I'd venture to say it's because PHP sessions are sometimes disabled by  
the site admin, or historically because PHP did not support them on  
all installs many, many years ago.

On sessions vs. persistent login: PHP sessions don't, ours could.  
Session keys are combined with an expiry date (at least in the  
solution I offered earlier in the thread), the same a cookie is, so  
the same logic applies.


> I don't think the current solution is a particularly major  
> vulnerability, although I think it would make sense to store a login  
> token and update that every time the user logs in. That token is  
> then written to the cookie (as in MediaWiki for example).

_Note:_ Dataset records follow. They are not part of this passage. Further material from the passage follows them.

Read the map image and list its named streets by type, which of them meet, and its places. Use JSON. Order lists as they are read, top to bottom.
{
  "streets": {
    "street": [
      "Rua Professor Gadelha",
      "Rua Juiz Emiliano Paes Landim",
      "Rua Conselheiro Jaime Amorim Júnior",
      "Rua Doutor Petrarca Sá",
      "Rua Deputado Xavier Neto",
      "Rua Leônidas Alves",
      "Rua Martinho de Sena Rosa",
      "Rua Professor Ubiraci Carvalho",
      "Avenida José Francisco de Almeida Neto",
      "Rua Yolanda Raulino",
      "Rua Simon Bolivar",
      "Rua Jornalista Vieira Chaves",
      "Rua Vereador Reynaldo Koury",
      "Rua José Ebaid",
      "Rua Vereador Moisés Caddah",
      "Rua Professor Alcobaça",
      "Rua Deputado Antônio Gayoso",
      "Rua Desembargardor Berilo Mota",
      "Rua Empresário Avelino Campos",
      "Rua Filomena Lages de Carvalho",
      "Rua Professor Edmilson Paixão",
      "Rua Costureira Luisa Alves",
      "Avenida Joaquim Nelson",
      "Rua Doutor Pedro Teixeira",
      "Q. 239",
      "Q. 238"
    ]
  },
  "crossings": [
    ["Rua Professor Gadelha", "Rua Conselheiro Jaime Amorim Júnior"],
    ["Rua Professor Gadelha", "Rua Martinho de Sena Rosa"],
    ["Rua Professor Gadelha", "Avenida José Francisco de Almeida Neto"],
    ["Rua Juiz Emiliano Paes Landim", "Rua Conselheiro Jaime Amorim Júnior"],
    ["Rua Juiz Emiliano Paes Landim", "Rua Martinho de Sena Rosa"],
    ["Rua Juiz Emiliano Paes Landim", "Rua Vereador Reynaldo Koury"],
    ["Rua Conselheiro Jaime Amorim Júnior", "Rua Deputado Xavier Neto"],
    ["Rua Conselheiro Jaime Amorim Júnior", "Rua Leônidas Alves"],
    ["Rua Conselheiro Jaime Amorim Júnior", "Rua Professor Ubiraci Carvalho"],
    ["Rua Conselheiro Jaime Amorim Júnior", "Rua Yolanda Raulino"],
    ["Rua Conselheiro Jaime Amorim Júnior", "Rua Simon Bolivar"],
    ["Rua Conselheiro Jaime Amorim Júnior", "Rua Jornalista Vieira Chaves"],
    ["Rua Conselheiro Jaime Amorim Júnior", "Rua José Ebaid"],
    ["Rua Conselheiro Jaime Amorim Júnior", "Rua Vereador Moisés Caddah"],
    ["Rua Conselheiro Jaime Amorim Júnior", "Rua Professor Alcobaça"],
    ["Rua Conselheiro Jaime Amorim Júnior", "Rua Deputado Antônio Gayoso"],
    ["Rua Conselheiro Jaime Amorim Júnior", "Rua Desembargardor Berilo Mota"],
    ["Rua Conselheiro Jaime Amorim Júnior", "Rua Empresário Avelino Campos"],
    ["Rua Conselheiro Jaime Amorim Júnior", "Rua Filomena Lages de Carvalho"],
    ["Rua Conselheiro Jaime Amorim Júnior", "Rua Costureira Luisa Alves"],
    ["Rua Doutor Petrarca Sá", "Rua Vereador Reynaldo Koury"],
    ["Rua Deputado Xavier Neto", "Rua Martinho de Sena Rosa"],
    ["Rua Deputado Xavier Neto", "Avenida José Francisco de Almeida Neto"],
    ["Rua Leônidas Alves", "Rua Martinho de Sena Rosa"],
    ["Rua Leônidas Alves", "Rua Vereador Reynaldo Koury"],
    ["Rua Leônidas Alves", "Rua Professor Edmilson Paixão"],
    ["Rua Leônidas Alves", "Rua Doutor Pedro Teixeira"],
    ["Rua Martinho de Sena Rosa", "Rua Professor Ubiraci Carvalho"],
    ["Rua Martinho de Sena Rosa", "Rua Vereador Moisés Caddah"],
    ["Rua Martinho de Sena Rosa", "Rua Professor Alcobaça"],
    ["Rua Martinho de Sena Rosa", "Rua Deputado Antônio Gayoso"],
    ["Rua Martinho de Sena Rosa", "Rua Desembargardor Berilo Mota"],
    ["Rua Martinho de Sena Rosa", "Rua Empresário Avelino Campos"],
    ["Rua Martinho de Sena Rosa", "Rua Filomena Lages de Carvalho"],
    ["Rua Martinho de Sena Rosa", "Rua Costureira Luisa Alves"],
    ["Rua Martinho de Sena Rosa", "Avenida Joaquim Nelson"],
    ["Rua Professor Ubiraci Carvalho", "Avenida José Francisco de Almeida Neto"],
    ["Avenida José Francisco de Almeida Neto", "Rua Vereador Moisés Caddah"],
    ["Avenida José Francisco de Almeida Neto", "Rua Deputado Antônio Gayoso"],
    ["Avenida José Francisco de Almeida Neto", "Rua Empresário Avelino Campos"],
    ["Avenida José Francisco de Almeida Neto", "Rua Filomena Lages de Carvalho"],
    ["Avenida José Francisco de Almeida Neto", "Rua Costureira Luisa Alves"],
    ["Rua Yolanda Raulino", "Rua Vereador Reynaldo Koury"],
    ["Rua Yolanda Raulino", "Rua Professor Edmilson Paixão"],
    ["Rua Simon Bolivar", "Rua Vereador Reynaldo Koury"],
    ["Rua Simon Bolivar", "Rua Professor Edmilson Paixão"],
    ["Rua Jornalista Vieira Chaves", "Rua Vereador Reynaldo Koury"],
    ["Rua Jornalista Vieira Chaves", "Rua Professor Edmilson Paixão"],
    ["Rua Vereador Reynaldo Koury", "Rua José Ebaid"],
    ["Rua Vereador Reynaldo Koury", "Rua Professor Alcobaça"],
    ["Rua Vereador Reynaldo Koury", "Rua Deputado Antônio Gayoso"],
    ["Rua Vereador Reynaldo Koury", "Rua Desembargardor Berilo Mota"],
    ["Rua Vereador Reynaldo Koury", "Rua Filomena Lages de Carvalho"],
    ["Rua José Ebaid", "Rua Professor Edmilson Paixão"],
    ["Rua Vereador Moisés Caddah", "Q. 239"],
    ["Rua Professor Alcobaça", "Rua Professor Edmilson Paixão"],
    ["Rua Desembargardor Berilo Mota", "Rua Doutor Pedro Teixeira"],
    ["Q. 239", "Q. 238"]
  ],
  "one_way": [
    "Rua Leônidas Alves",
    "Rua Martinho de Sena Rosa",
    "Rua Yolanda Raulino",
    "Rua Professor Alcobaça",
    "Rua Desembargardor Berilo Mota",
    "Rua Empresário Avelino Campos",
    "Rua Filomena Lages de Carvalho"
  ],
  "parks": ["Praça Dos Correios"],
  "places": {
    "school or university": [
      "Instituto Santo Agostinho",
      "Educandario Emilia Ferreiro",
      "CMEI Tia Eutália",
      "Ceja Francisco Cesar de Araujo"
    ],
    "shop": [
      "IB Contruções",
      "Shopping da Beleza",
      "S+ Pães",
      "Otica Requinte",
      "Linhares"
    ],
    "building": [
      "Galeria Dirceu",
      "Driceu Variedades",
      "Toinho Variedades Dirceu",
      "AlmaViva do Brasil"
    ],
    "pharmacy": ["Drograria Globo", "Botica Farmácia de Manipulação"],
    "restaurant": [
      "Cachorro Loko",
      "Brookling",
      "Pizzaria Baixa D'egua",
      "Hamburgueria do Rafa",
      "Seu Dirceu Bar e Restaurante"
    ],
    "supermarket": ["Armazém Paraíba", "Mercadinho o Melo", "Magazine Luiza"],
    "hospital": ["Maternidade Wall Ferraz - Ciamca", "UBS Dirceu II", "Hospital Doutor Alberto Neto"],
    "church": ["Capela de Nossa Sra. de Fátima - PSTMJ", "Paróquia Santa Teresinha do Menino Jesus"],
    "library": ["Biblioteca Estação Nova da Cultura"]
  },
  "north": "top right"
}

That login token is the same as a session key. The constant update is  
a coder's choice, and more secure by increasing randomization. But can  
still be combined with the expiry policy (update token/cookie at page  
load, but only if not expired).


> This raises the question, if somebody writes the code, how does it  
> end up in core?

Yeah, let me know because I already have it all in a bunch of project  
if needs be (though there's nothing complex beyond the expiry gotchas).

BTW: the human generated salt thing is something I got advised on by  
an Est European PHD totting security expert on a project to help me  
secure it years ago. His argument was quite convincing: "Hey, I wrote  
a perl script that hijacks your sessions in less than twelve minutes.